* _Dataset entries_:
☆ ☆ ☆ ☆

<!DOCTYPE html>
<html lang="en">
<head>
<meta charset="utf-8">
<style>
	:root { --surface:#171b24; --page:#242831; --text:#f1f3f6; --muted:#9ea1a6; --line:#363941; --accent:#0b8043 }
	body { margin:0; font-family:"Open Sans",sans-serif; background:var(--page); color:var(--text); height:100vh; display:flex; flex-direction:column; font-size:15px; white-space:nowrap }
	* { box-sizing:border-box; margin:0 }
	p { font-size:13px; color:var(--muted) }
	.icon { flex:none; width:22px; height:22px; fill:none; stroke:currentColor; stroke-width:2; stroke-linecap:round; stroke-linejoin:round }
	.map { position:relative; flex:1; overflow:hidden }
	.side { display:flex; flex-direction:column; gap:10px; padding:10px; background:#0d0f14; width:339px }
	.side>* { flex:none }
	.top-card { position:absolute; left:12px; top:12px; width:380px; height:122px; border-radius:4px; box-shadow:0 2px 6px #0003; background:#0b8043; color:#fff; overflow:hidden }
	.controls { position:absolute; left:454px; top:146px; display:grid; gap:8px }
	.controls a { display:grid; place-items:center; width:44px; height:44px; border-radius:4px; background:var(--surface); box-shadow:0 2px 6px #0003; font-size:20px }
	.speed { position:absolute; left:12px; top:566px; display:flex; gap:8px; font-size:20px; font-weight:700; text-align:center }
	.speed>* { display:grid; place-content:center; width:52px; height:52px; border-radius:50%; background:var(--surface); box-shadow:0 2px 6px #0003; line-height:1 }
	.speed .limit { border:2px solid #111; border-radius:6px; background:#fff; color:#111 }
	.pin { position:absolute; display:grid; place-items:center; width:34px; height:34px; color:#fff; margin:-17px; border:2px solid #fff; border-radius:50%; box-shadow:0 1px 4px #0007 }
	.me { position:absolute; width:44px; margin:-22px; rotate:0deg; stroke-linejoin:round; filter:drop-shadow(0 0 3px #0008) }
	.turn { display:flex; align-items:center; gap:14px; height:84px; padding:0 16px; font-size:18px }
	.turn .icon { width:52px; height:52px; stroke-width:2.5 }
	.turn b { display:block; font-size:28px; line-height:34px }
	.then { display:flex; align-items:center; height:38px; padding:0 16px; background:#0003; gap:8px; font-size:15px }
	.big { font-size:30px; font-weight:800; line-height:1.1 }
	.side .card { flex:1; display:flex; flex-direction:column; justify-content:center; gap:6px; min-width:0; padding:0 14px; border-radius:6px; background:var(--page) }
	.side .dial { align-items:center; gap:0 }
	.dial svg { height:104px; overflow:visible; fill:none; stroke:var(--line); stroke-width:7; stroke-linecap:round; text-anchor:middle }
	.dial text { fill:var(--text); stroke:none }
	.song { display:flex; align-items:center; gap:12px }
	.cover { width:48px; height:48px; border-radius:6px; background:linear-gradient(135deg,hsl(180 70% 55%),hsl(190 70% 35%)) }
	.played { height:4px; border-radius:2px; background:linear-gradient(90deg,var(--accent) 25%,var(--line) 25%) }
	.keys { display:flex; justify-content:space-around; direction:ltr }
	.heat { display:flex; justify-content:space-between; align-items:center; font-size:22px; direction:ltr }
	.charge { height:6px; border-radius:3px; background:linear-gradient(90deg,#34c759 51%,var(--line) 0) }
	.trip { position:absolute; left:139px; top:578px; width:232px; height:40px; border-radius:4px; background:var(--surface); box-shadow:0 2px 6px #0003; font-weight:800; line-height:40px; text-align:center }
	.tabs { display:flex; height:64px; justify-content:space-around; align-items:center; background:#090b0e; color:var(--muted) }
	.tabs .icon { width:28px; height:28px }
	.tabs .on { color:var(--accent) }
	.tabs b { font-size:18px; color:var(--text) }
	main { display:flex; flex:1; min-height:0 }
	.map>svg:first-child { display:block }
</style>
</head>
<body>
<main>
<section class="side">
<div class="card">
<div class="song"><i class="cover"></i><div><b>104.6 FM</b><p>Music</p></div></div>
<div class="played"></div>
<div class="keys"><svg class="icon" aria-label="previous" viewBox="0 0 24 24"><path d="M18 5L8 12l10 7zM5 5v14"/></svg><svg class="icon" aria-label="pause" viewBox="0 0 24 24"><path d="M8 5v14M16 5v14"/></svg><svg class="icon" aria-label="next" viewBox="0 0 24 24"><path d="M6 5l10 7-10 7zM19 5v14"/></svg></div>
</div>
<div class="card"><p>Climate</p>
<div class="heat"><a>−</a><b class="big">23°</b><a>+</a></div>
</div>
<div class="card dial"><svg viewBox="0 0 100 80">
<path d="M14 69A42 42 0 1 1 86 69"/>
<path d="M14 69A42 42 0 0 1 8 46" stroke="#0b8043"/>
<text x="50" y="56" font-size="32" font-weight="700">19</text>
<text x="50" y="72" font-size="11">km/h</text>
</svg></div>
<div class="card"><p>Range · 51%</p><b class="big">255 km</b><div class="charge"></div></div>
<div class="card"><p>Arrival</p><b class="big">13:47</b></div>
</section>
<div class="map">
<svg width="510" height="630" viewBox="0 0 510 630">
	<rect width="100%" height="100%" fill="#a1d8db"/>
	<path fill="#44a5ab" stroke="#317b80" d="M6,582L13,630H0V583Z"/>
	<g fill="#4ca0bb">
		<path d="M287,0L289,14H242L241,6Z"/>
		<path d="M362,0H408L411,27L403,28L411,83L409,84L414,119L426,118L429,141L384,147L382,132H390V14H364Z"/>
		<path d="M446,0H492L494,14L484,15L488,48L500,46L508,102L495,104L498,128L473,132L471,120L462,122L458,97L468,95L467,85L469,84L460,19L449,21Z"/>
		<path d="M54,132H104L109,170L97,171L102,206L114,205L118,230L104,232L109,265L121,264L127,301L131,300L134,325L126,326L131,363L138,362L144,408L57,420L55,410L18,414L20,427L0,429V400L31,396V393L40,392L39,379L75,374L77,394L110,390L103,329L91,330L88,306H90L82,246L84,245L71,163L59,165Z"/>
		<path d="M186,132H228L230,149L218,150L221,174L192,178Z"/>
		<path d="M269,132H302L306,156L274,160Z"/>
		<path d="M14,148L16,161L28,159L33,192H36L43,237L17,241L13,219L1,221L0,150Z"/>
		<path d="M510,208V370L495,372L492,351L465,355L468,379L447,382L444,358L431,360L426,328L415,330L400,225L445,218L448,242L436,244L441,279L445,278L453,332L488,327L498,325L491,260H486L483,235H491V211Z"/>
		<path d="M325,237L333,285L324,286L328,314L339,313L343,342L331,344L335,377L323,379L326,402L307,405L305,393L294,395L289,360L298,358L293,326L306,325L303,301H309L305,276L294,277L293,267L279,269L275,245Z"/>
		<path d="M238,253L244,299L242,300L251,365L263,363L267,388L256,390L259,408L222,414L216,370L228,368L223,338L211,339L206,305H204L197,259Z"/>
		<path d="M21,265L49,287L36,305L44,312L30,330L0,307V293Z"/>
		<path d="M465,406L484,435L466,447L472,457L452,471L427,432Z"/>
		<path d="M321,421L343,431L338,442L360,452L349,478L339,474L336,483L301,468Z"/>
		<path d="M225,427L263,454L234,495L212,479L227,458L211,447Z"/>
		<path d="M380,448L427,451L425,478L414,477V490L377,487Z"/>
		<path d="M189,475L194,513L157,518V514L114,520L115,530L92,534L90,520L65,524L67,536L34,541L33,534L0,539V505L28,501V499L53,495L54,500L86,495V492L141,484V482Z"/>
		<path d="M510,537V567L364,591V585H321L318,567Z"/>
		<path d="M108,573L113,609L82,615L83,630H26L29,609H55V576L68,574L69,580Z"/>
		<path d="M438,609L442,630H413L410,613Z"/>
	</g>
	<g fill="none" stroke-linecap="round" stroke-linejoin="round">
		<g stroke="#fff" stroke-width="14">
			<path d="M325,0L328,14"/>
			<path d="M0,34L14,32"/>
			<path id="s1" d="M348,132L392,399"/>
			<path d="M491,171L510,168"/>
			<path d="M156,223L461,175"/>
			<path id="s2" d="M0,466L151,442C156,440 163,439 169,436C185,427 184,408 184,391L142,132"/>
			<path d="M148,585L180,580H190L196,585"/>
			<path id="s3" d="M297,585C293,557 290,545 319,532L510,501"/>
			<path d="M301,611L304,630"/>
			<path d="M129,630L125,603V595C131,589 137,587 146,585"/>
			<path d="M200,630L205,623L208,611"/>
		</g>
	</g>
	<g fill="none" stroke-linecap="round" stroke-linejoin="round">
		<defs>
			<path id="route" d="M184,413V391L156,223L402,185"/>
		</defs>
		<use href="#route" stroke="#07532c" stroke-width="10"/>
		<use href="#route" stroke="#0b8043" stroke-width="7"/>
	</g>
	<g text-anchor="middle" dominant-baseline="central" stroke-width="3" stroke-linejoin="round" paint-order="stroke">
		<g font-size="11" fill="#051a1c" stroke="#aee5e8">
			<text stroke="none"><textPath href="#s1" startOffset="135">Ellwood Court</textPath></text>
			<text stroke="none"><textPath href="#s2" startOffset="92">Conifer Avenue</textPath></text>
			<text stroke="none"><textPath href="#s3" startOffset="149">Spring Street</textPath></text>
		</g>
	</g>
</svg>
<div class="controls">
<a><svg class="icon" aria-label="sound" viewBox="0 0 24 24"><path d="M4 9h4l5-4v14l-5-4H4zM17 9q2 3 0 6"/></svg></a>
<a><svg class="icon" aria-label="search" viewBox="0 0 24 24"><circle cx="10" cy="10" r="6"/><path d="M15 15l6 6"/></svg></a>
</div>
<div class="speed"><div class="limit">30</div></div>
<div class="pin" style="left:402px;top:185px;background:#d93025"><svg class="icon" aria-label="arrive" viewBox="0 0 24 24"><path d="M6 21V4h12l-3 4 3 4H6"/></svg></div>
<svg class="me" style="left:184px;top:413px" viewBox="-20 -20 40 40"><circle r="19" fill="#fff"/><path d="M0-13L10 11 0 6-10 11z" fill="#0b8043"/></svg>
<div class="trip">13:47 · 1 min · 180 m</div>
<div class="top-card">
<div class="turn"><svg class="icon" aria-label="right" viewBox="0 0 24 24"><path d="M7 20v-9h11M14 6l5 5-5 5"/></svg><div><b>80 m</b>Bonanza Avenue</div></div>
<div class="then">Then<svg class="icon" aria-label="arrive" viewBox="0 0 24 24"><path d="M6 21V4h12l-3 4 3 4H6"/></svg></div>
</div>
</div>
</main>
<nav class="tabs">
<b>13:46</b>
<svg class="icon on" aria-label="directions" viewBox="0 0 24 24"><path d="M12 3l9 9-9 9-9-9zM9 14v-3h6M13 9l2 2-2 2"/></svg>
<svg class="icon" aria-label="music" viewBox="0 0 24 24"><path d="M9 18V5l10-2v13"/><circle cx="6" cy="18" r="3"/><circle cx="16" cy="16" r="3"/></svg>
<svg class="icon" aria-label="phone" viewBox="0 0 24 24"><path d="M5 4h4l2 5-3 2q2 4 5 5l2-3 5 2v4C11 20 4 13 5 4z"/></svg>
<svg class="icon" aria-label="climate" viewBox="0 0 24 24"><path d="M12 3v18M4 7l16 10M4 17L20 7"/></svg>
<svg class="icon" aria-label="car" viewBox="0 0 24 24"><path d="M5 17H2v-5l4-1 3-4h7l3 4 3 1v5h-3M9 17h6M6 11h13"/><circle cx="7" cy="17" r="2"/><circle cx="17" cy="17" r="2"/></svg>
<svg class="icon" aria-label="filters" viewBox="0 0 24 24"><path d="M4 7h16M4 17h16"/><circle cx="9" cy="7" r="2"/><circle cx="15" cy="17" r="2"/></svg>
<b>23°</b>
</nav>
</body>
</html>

☆ ☆ ☆ ☆

* _Description of the task_: Please reproduce, exactly as written, the lines of the records from the first line through the one containing "--surface:#171b24; --page:#242831; --text:#f1f3f6;".

* _Written answer_:
<!DOCTYPE html>
<html lang="en">
<head>
<meta charset="utf-8">
<style>
	:root { --surface:#171b24; --page:#242831; --text:#f1f3f6; --muted:#9ea1a6; --line:#363941; --accent:#0b8043 }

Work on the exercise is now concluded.